Les comités référendaires recommandent de rejeter la loi. Les opposants (Le Centre, l’UDC, le PEV, l’UDF, dix cantons) soulèvent trois objections principales. Premièrement, la réforme créerait de nouvelles inégalités : les couples aisés à double revenu en profiteraient, tandis que les familles à un seul revenu seraient pénalisées. Deuxièmement, la charge administrative augmenterait fortement : environ 1,7 million de déclarations fiscales supplémentaires par an. Troisièmement, les cantons devraient adapter l’ensemble de leurs législations fiscales, pour un coût jugé disproportionné.
La Conférence des gouvernements cantonaux rappelle que la plupart des cantons ont déjà corrigé la pénalisation du mariage par d’autres mécanismes (splitting, déductions spécifiques, adaptation des barèmes). Dix cantons ont déposé un référendum cantonal, le deuxième de l’histoire suisse, ce qui illustre l’ampleur des réserves.
En cas de rejet, une initiative du Centre propose une approche alternative : maintenir l’imposition commune, mais introduire un double calcul comparatif où le fisc retiendrait automatiquement le modèle le plus favorable pour chaque couple.

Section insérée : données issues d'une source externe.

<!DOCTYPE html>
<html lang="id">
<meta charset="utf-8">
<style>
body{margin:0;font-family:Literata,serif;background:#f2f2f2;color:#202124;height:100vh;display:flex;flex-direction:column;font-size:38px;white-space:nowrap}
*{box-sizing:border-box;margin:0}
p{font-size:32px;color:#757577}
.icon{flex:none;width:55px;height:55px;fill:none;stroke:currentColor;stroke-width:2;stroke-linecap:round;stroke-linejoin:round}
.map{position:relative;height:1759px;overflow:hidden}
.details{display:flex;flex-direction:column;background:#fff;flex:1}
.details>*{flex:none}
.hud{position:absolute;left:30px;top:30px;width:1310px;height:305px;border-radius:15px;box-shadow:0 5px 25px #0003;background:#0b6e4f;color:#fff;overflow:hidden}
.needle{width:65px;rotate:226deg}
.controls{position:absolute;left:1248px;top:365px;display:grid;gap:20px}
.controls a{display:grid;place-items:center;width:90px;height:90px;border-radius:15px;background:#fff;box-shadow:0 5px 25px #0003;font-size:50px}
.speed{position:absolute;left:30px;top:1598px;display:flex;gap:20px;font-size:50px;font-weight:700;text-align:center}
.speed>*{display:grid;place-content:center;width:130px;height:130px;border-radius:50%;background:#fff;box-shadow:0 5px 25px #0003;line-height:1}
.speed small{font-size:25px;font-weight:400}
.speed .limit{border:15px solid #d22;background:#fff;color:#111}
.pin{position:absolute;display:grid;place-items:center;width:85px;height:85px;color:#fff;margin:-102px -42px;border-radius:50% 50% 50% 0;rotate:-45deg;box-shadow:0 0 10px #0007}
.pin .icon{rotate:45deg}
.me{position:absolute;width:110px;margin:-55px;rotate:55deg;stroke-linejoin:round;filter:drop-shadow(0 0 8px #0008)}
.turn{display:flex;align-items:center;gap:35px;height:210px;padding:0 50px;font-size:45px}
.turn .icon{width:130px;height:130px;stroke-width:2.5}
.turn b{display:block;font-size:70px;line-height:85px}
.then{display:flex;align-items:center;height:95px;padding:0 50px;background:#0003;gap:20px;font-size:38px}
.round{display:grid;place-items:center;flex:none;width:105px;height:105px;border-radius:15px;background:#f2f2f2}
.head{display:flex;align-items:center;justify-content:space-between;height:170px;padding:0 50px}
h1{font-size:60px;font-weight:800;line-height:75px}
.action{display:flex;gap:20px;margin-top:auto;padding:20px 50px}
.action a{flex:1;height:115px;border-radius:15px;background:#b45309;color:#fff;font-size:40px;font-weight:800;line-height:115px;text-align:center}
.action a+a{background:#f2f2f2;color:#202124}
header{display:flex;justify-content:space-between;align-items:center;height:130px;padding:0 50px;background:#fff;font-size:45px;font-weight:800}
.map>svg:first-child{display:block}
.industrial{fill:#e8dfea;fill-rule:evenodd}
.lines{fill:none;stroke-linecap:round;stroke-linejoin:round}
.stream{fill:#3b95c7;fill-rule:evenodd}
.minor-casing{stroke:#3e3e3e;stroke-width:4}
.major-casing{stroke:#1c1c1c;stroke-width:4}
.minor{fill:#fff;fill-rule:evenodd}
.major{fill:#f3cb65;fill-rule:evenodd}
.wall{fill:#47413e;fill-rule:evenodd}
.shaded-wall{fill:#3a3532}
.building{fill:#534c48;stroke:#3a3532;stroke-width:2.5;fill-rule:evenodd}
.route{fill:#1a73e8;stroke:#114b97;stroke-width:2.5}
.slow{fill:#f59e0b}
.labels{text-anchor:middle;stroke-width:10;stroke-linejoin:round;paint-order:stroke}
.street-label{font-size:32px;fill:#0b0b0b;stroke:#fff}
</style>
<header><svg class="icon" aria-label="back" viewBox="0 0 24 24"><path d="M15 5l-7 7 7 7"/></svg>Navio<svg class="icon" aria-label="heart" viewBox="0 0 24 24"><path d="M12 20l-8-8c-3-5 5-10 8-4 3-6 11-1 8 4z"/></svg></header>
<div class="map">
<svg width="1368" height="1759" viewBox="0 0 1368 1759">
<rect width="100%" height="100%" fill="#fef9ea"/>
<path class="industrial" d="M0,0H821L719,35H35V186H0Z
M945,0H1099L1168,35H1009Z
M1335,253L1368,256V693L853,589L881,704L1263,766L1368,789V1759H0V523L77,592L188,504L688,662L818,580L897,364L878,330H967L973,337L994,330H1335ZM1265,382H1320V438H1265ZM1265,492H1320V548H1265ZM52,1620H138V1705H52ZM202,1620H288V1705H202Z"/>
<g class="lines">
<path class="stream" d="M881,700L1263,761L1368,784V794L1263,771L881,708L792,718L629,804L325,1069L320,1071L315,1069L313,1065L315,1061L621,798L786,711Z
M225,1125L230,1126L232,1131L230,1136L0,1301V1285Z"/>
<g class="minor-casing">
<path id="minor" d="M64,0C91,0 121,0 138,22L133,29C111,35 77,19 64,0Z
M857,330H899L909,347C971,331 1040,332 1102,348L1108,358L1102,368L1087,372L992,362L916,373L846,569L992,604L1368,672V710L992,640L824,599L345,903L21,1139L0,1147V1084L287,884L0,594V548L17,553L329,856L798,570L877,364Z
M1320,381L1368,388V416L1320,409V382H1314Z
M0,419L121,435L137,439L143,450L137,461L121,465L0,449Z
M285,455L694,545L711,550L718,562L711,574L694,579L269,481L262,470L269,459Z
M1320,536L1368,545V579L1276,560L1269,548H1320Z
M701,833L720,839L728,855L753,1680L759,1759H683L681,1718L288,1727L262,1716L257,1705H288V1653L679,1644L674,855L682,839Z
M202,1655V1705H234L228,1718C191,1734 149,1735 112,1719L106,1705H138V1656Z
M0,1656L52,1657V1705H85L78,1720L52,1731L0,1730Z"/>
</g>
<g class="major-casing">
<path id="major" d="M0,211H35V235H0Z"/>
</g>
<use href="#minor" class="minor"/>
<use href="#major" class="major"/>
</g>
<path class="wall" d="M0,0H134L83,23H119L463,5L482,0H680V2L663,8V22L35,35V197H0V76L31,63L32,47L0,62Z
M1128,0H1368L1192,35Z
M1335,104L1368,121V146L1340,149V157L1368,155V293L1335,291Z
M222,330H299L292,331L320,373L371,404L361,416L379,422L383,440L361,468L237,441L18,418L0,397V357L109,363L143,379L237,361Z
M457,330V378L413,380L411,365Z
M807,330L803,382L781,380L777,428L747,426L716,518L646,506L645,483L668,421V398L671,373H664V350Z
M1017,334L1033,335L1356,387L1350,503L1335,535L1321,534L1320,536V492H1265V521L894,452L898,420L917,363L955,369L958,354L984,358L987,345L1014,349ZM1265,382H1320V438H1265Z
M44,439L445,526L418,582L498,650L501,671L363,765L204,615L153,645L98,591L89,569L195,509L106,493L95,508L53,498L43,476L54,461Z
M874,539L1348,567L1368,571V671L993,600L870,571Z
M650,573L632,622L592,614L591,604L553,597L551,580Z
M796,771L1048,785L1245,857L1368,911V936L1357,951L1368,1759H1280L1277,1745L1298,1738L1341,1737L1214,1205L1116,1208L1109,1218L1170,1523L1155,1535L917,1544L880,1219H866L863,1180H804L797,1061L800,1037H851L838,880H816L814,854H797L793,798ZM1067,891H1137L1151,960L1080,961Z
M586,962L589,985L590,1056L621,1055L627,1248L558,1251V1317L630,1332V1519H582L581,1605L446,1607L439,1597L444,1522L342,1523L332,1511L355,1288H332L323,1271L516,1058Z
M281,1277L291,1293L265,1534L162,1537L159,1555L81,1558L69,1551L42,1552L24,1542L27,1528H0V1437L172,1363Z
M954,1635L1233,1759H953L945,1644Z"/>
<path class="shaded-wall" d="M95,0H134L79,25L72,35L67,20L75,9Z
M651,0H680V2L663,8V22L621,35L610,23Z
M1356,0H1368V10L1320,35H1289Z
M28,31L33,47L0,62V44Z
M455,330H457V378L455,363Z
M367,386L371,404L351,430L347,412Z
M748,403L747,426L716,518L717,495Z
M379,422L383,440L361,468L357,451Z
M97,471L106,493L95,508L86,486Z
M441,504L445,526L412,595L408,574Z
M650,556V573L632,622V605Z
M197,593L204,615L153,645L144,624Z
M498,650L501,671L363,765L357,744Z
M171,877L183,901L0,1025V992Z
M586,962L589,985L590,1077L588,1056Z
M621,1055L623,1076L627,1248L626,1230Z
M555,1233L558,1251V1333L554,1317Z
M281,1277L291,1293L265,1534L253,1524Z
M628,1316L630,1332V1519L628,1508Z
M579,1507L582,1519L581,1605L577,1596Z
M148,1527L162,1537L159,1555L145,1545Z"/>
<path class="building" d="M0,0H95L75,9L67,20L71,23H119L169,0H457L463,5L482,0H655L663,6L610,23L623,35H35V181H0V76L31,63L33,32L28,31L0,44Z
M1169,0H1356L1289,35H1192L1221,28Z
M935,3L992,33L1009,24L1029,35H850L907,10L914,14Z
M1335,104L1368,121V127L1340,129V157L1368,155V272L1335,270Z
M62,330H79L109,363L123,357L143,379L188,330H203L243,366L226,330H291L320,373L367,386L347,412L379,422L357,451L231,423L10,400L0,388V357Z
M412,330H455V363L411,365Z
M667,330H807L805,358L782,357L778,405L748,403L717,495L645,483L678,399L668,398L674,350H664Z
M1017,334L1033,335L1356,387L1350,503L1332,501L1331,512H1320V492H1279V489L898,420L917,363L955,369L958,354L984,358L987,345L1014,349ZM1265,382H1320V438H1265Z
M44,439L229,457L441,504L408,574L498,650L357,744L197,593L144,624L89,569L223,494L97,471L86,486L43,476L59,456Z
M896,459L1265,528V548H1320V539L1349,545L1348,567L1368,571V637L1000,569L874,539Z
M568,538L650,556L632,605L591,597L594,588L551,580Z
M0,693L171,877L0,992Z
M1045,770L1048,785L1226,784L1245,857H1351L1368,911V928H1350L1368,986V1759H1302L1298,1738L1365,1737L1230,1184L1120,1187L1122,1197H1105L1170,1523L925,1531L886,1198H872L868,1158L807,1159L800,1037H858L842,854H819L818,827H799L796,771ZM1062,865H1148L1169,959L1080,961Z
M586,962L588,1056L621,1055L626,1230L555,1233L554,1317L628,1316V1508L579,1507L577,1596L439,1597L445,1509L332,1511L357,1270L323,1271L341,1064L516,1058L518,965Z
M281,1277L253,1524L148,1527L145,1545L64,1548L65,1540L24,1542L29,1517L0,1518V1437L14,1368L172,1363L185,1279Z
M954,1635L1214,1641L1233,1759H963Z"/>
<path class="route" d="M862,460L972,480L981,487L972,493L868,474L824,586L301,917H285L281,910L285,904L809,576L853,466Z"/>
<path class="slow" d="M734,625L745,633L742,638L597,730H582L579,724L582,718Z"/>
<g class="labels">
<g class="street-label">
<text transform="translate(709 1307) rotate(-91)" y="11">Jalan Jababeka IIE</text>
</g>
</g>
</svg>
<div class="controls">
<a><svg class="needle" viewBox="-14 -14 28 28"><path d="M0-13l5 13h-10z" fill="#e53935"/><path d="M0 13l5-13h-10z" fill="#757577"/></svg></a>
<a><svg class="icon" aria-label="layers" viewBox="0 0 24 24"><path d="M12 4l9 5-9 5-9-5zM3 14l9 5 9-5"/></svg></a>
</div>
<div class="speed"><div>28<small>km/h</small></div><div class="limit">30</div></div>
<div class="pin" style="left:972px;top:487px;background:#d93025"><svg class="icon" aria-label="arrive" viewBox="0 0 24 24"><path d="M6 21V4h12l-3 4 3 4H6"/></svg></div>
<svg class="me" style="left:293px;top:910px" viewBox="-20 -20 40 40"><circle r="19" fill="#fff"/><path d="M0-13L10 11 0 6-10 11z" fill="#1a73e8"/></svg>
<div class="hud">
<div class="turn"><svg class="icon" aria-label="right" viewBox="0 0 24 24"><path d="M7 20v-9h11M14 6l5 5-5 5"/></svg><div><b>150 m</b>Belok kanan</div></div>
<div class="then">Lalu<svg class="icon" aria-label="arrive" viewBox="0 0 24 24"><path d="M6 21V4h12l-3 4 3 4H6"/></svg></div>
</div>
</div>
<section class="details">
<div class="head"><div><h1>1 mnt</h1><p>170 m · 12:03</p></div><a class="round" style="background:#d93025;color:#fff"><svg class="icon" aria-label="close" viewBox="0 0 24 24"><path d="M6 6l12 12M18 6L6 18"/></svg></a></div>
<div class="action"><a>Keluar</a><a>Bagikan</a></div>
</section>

Quelles implications pour les dirigeants de PME et les indépendants
La brochure du Conseil fédéral relève que l’imposition individuelle devrait accroître les incitations à prendre un emploi ou à augmenter son taux d’activité : le revenu supplémentaire du second conjoint serait imposé séparément, à un taux de progression plus bas qu’aujourd’hui. Au-delà de cet effet macro-économique, la réforme aurait des conséquences concrètes pour les PME et les indépendants.
Pour les dirigeants de SA ou de Sàrl mariés. Le salaire versé par la société et les dividendes perçus seraient imposés individuellement. Si les deux conjoints tirent des revenus de la même entreprise (ce qui est fréquent dans les PME familiales), la répartition de la rémunération entre conjoints deviendrait un paramètre fiscal à part entière.
Pour les indépendants en raison individuelle. Le revenu de l’activité indépendante serait attribué au seul exploitant. Le conjoint qui ne participe pas à l’entreprise serait imposé sur ses seuls revenus propres. Selon la configuration des revenus du couple, la charge fiscale globale du ménage pourrait évoluer à la hausse ou à la baisse.
Pour les couples d’entrepreneurs. Les couples où les deux conjoints exercent chacun une activité professionnelle seraient parmi les premiers bénéficiaires de la réforme. Leurs revenus, aujourd’hui cumulés et taxés à un taux élevé, seraient imposés séparément.
Pour la prévoyance. L’imposition individuelle modifierait le calcul des déductions liées au pilier 3a. Chaque conjoint déduirait ses propres cotisations de son revenu individuel. Pour les couples à revenus inégaux, l’avantage fiscal du 3a pourrait être réduit pour le conjoint à faible revenu.
Ce qui se joue le 8 mars
Quel que soit le résultat du scrutin, la question de l’imposition des couples restera au centre du débat fiscal suisse. En cas d’acceptation, les cantons disposeront de plusieurs années pour adapter leurs législations et leurs systèmes informatiques, avec une entrée en vigueur fixée au plus tard à 2032. En cas de rejet, l’initiative du Centre pour un double calcul comparatif sera vraisemblablement soumise au peuple dans un second temps. Le comité des Femmes PLR se réserve également le droit de réactiver son initiative initiale. Le débat, dans un cas comme dans l’autre, n’est pas clos.